__Work required__. In the listing below, every line with the word "Jackson" needs to be copied.

** Opening Information shown block **

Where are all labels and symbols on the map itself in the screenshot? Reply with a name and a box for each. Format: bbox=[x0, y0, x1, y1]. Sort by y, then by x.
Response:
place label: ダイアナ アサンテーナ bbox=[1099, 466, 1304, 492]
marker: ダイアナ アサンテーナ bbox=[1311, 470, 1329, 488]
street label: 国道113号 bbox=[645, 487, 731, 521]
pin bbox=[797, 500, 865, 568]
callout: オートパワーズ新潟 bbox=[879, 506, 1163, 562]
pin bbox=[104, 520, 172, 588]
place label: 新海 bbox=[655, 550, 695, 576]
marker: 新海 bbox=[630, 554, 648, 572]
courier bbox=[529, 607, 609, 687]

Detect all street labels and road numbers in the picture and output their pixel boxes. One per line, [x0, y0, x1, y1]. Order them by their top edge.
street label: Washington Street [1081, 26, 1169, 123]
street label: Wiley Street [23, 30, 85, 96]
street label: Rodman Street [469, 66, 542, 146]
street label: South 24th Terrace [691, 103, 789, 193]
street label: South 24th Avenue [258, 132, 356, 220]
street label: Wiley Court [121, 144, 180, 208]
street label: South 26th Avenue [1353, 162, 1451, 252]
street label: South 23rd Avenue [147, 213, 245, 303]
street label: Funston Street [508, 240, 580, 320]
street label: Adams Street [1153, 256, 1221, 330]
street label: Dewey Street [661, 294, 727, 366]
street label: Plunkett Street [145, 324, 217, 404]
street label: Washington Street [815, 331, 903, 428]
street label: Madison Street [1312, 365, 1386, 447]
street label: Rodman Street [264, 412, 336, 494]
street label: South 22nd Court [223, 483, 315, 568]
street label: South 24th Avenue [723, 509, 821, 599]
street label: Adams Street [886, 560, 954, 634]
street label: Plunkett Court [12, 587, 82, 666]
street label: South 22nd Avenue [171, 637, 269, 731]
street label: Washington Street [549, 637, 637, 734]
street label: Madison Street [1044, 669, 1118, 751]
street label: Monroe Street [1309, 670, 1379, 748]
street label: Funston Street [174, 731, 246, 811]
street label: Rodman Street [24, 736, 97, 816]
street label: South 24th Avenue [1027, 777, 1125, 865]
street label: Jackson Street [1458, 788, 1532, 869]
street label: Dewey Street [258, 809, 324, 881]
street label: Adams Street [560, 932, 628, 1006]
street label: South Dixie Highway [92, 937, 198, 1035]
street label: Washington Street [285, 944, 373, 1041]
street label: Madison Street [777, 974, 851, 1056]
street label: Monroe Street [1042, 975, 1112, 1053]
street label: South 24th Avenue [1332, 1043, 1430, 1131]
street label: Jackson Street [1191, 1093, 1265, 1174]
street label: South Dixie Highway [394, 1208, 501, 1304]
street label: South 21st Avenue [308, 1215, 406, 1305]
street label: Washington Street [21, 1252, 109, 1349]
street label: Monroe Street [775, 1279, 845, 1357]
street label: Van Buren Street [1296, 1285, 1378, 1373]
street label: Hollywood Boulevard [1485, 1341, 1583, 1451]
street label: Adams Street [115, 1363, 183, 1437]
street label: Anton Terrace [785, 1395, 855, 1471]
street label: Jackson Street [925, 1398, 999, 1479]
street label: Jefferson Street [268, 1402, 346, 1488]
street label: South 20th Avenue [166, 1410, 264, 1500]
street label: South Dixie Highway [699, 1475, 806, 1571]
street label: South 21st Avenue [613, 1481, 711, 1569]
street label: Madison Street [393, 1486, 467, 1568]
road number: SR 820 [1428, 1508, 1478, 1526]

** Closing Information shown block **

__Your response__.
street label: Jackson Street [1458, 788, 1532, 869]
street label: Jackson Street [1191, 1093, 1265, 1174]
street label: Jackson Street [925, 1398, 999, 1479]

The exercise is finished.